Quickly search through a numpy array and sum the corresponding values-CodePudding

I have an array with around 160k entries which I get from a CSV-file and it looks like this:

data_arr = np.array(['ID0524', 1.0]
                    ['ID0965', 2.5]
                     .
                     .
                    ['ID0524', 6.7]
                    ['ID0324', 3.0])

I now get around 3k unique ID's from some database and what I have to do is look up each of these IDs in the array and sum the corresponding numbers. So if I would need to look up "ID0524", the sum would be 7.7.

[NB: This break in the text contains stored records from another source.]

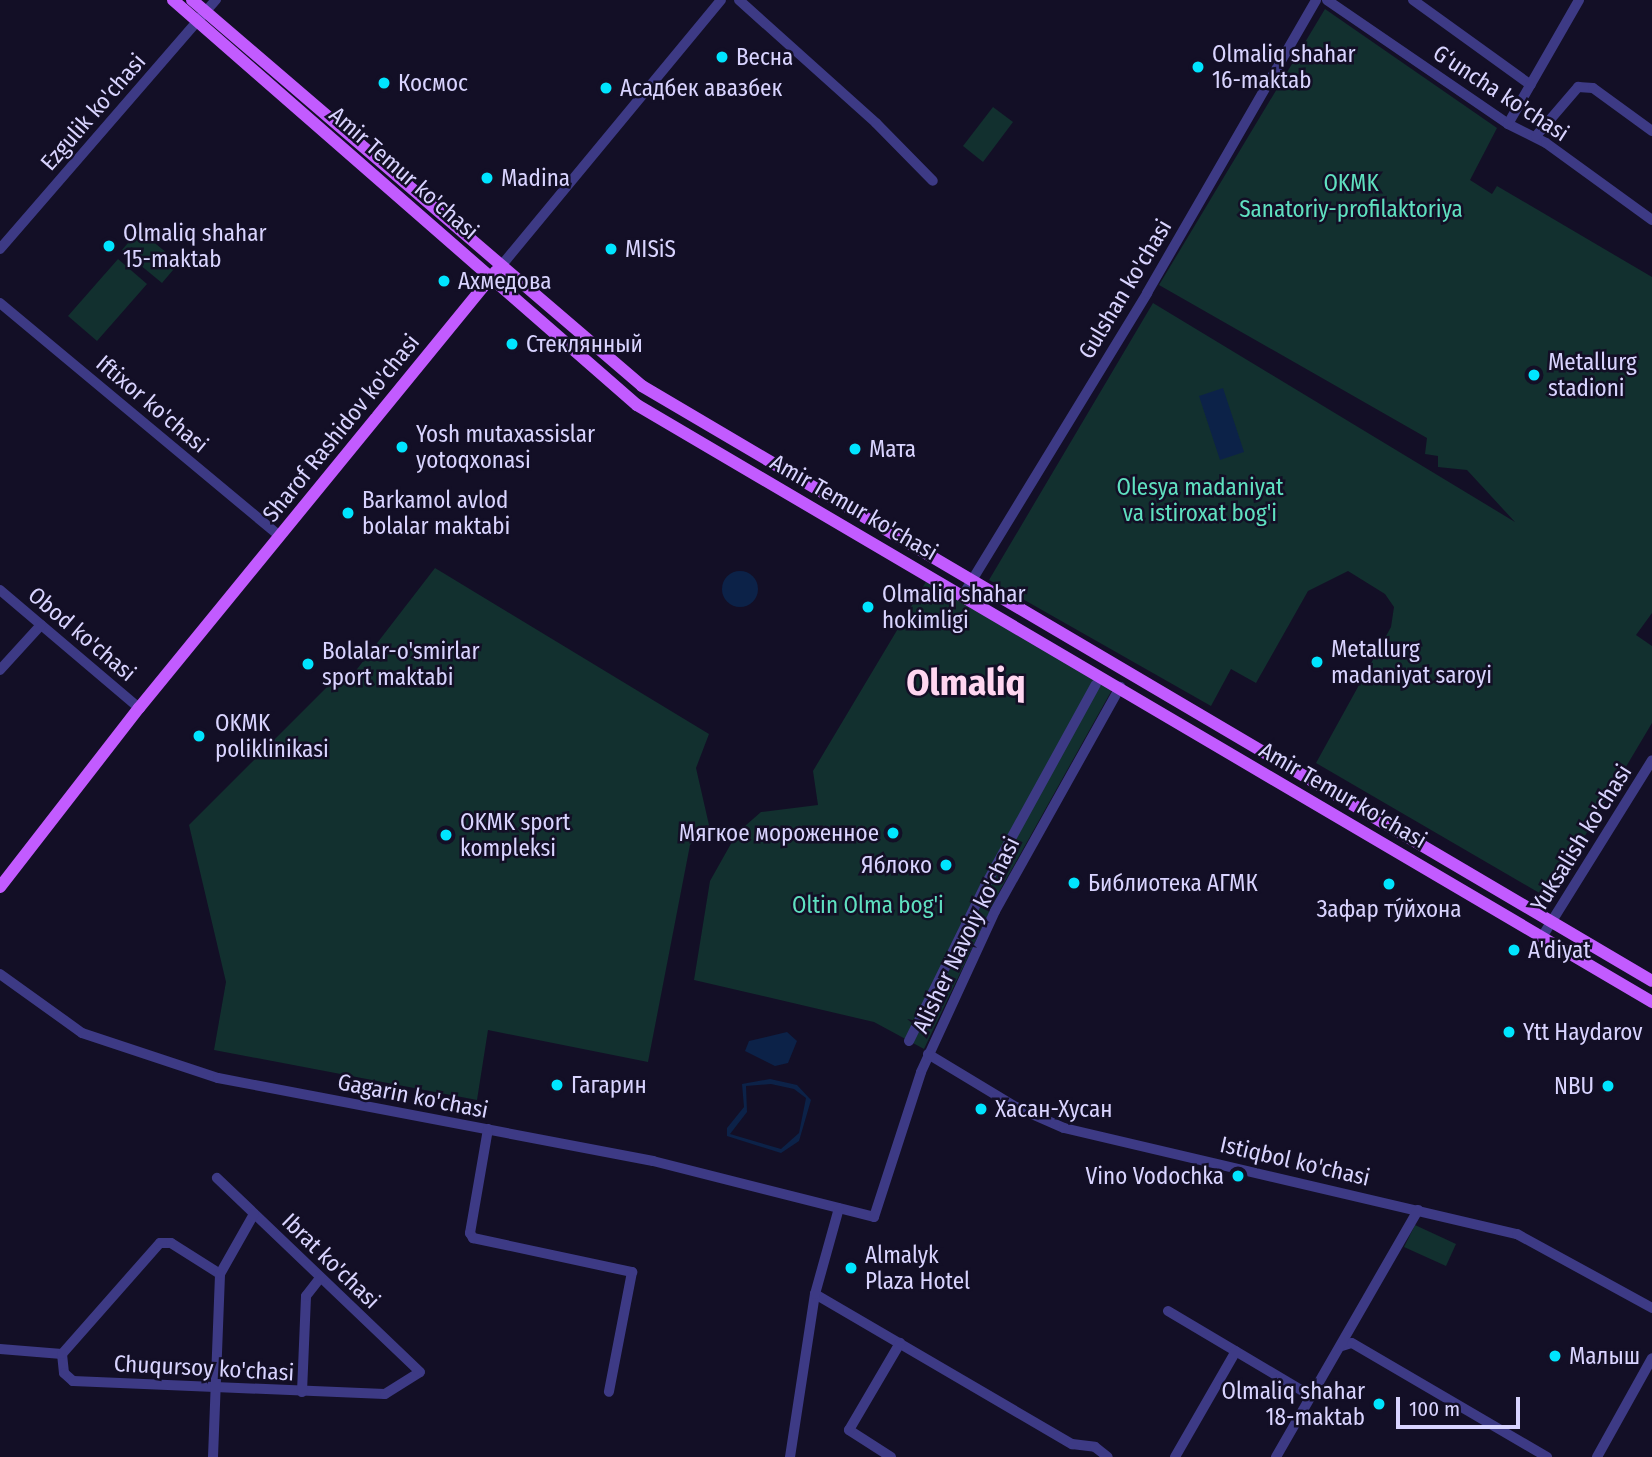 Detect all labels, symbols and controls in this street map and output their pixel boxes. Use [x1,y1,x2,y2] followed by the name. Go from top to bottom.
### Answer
[1428,39,1574,147] street label: G‘uncha ko'chasi
[1212,40,1355,94] place label: Olmaliq shahar 16-maktab
[736,43,793,71] place label: Весна
[35,48,151,176] street label: Ezgulik ko'chasi
[714,49,730,65] marker: Весна
[1190,59,1206,75] marker: Olmaliq shahar 16-maktab
[398,69,468,97] place label: Космос
[620,74,782,102] place label: Асадбек авазбек
[376,75,392,91] marker: Космос
[598,80,614,96] marker: Асадбек авазбек
[324,101,484,245] street label: Amir Temur ko'chasi
[501,164,570,192] place label: Madina
[1239,169,1463,223] park label: OKMK Sanatoriy-profilaktoriya
[479,170,495,186] marker: Madina
[1073,214,1177,364] street label: Gulshan ko'chasi
[123,219,266,273] place label: Olmaliq shahar 15-maktab
[625,235,676,263] place label: MISiS
[101,238,117,254] marker: Olmaliq shahar 15-maktab
[603,241,619,257] marker: MISiS
[458,267,552,295] place label: Ахмедова
[436,273,452,289] marker: Ахмедова
[257,329,425,527] street label: Sharof Rashidov ko'chasi
[526,330,643,358] place label: Стеклянный
[504,336,520,352] marker: Стеклянный
[1548,348,1637,402] place label: Metallurg stadioni
[91,349,213,459] street label: Iftixor ko'chasi
[1526,367,1542,383] marker: Metallurg stadioni
[416,420,595,474] place label: Yosh mutaxassislar yotoqxonasi
[869,435,916,463] place label: Мата
[394,439,410,455] marker: Yosh mutaxassislar yotoqxonasi
[847,441,863,457] marker: Мата
[766,448,942,566] street label: Amir Temur ko'chasi
[1116,473,1284,527] park label: Olesya madaniyat va istiroxat bog'i
[362,486,510,540] place label: Barkamol avlod bolalar maktabi
[340,505,356,521] marker: Barkamol avlod bolalar maktabi
[882,580,1025,634] place label: Olmaliq shahar hokimligi
[23,581,141,687] street label: Obod ko'chasi
[860,599,876,615] marker: Olmaliq shahar hokimligi
[1331,635,1492,689] place label: Metallurg madaniyat saroyi
[322,637,480,691] place label: Bolalar-o'smirlar sport maktabi
[1309,654,1325,670] marker: Metallurg madaniyat saroyi
[300,656,316,672] marker: Bolalar-o'smirlar sport maktabi
[906,661,1026,705] district label: Olmaliq
[215,709,329,763] place label: OKMK poliklinikasi
[189,726,209,746] marker: OKMK poliklinikasi
[1255,736,1431,854] street label: Amir Temur ko'chasi
[1525,759,1637,917] street label: Yuksalish ko'chasi
[460,808,570,862] place label: OKMK sport kompleksi
[679,819,879,847] place label: Мягкое мороженное
[885,825,901,841] marker: Мягкое мороженное
[438,827,454,843] marker: OKMK sport kompleksi
[907,832,1025,1038] street label: Alisher Navoiy ko'chasi
[861,851,932,879] place label: Яблоко
[938,857,954,873] marker: Яблоко
[1088,869,1258,897] place label: Библиотека АГМК
[1066,875,1082,891] marker: Библиотека АГМК
[1381,876,1397,892] marker: Зафар тýйхона
[792,891,944,919] park label: Oltin Olma bog'i
[1316,895,1462,923] place label: Зафар тýйхона
[1528,936,1591,964] place label: A'diyat
[1506,942,1522,958] marker: A'diyat
[1523,1018,1643,1046] place label: Ytt Haydarov
[1501,1024,1517,1040] marker: Ytt Haydarov
[335,1068,491,1124] street label: Gagarin ko'chasi
[571,1071,647,1099] place label: Гагарин
[1554,1072,1594,1100] place label: NBU
[549,1077,565,1093] marker: Гагарин
[1600,1078,1616,1094] marker: NBU
[995,1095,1113,1123] place label: Хасан-Хусан
[973,1101,989,1117] marker: Хасан-Хусан
[1217,1130,1373,1192] street label: Istiqbol ko'chasi
[1086,1162,1224,1190] place label: Vino Vodochka
[1230,1168,1246,1184] marker: Vino Vodochka
[276,1208,386,1314] street label: Ibrat ko'chasi
[865,1241,970,1295] place label: Almalyk Plaza Hotel
[843,1260,859,1276] marker: Almalyk Plaza Hotel
[1569,1342,1640,1370] place label: Малыш
[1547,1348,1563,1364] marker: Малыш
[113,1349,295,1387] street label: Chuqursoy ko'chasi
[1222,1377,1365,1431] place label: Olmaliq shahar 18-maktab
[1400,1384,1524,1428] scale bar
[1371,1396,1387,1412] marker: Olmaliq shahar 18-maktab
[1409,1396,1460,1422] text: 100 m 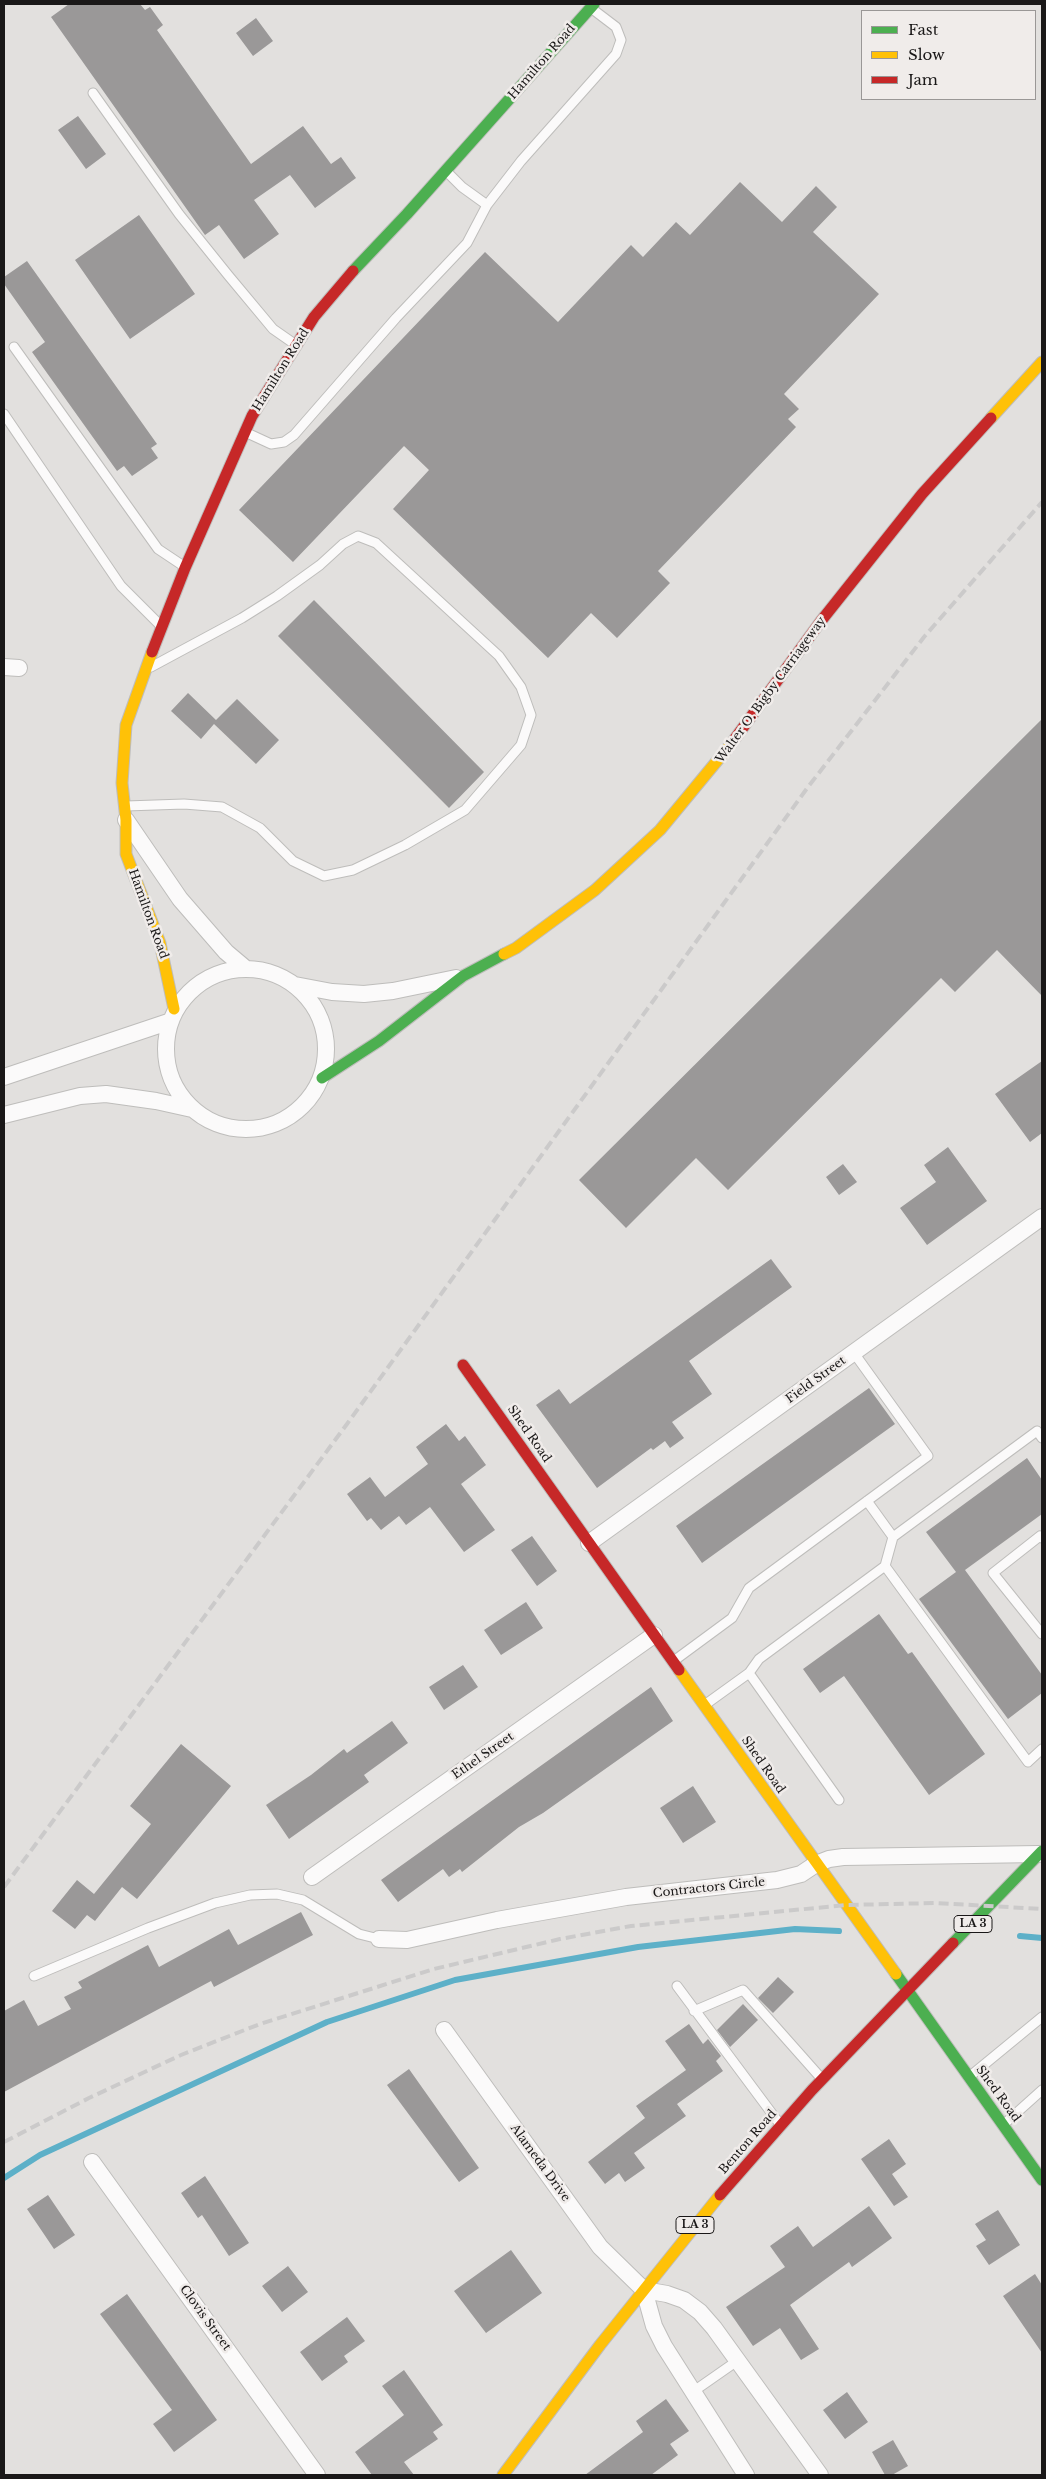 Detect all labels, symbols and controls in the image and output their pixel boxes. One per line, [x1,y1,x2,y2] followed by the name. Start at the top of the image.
[861,10,1036,100] legend
[908,20,938,39] text: Fast
[506,22,578,102] street label: Hamilton Road
[908,45,945,64] text: Slow
[908,70,938,89] text: Jam
[250,326,312,414] street label: Hamilton Road
[713,614,829,766] street label: Walter O. Bigby Carriageway
[125,867,171,961] street label: Hamilton Road
[783,1353,849,1407] street label: Field Street
[504,1403,554,1465] street label: Shed Road
[449,1730,517,1782] street label: Ethel Street
[738,1734,788,1796] street label: Shed Road
[652,1875,766,1901] street label: Contractors Circle
[954,1916,992,1932] road number: LA 3
[973,2063,1023,2125] street label: Shed Road
[716,2107,780,2177] street label: Benton Road
[507,2122,573,2204] street label: Alameda Drive
[676,2216,714,2234] road number: LA 3
[176,2282,234,2354] street label: Clovis Street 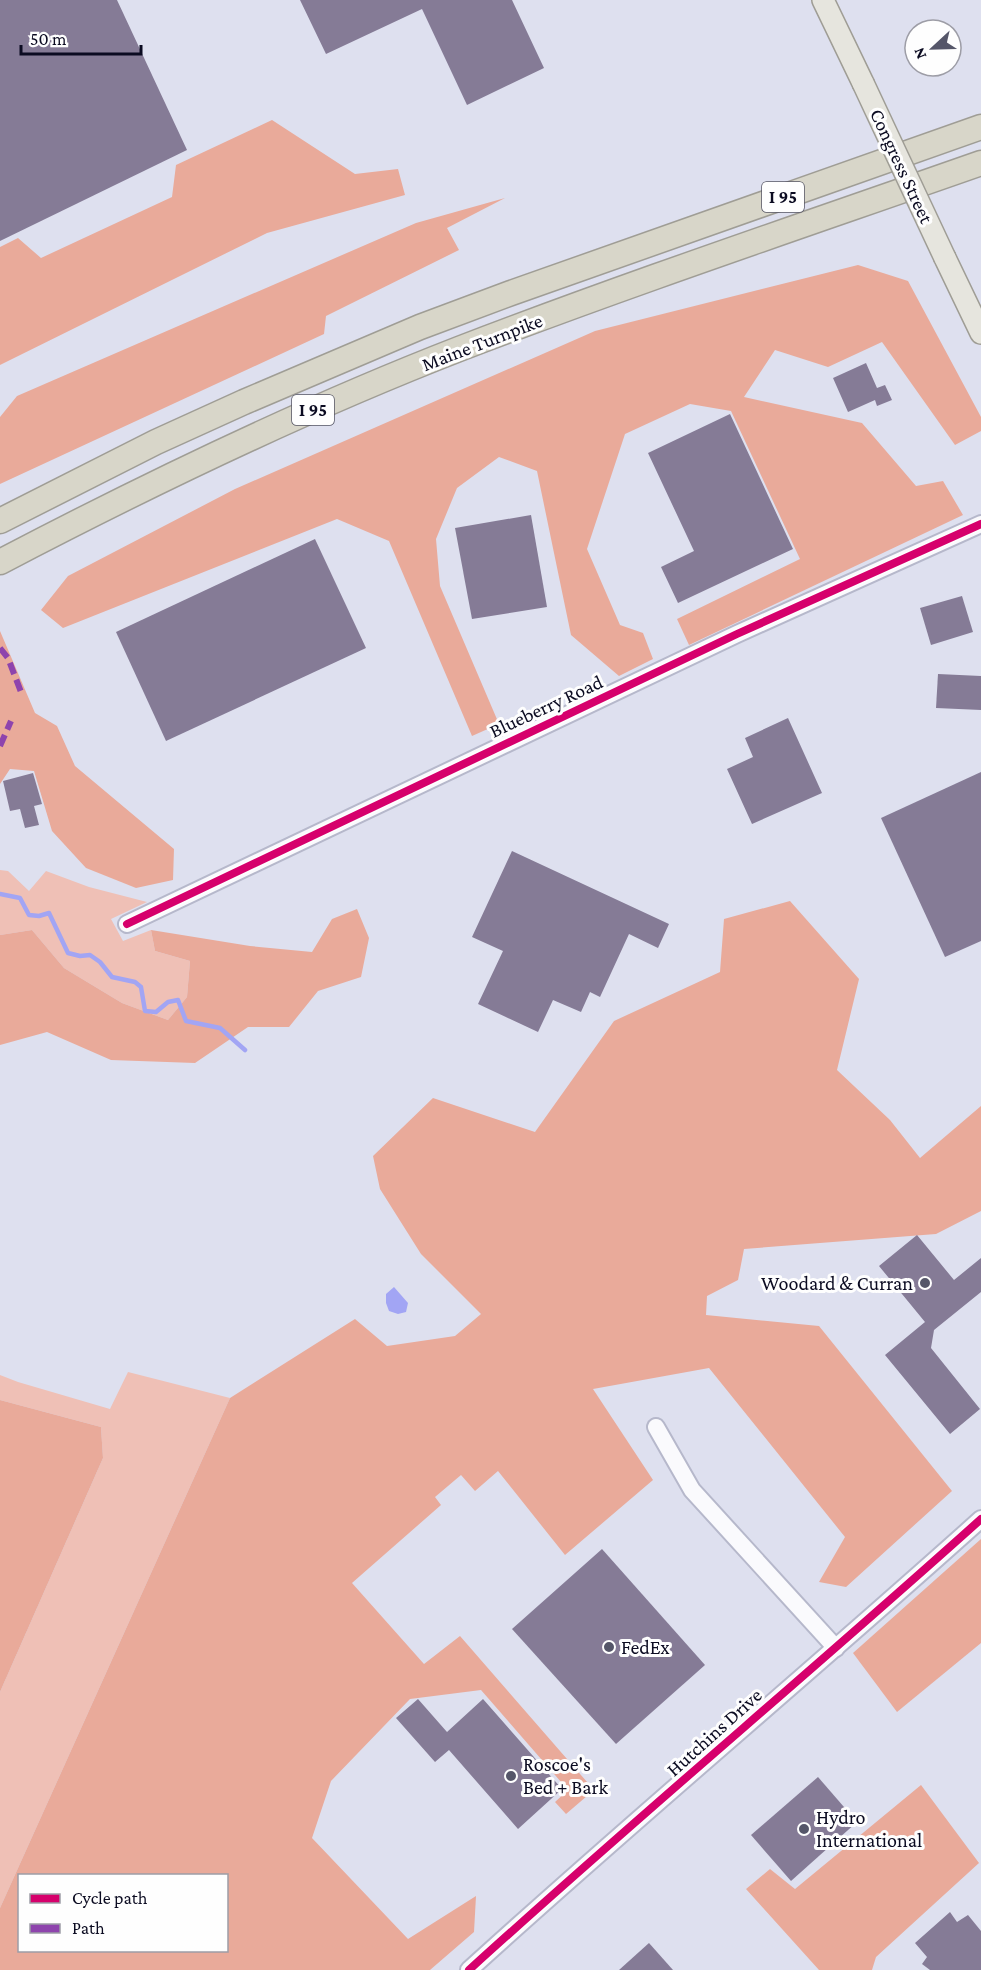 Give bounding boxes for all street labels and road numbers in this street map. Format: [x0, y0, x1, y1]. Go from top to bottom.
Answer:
street label: Congress Street [865, 105, 938, 228]
road number: I 95 [762, 182, 804, 212]
street label: Maine Turnpike [419, 309, 546, 376]
road number: I 95 [292, 395, 334, 425]
street label: Blueberry Road [486, 670, 607, 743]
street label: Hutchins Drive [662, 1683, 766, 1780]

My current working code looks something like this (I'm sorry that it's pretty ugly, I'm very new to numpy):

def sumValues(self, id)
    sub_arr = data_arr[data_arr[0:data_arr.size, 0] == id]

    sum_arr = sub_arr[0:sub_arr.size, 1]
    return sum_arr.sum()

And it takes around ~18s to do this for all 3k IDs.

I wondered if there is probably any faster way to this as the current runtime seems a bit too long for me. I would appreciate any guidance and hints on this. Thank you!

CodePudding user response：

You could try the using builtin numpy methods.

numpy.intersect1d to find the unique IDs
numpy.sum to sum them up

CodePudding user response：

A convenient tool to do your task is Pandas, with its grouping mechanism.

Start from the necessary import:

import pandas as pd

Then convert data_arr to a pandasonic DataFrame:

df = pd.DataFrame({'Id': data_arr[:, 0], 'Amount': data_arr[:, 1].astype(float)})

The reason for some complication in the above code is that:

elements of your input array are of a single type (in this case object),
so there is necessary to convert the second column to float.

Then you can get the expected result in a single instruction:

result = df.groupby('Id').sum()

The result, for your data sample, is:

        Amount
Id            
ID0324     3.0
ID0524     7.7
ID0965     2.5

Another approach is that you could read your CSV file directly into a DataFrame (see read_csv method), so there is no need to use any Numpy array.

The advantage is that read_csv is clever enough to recognize the data type of each column separately, at least it is able to tell apart numbers from strings.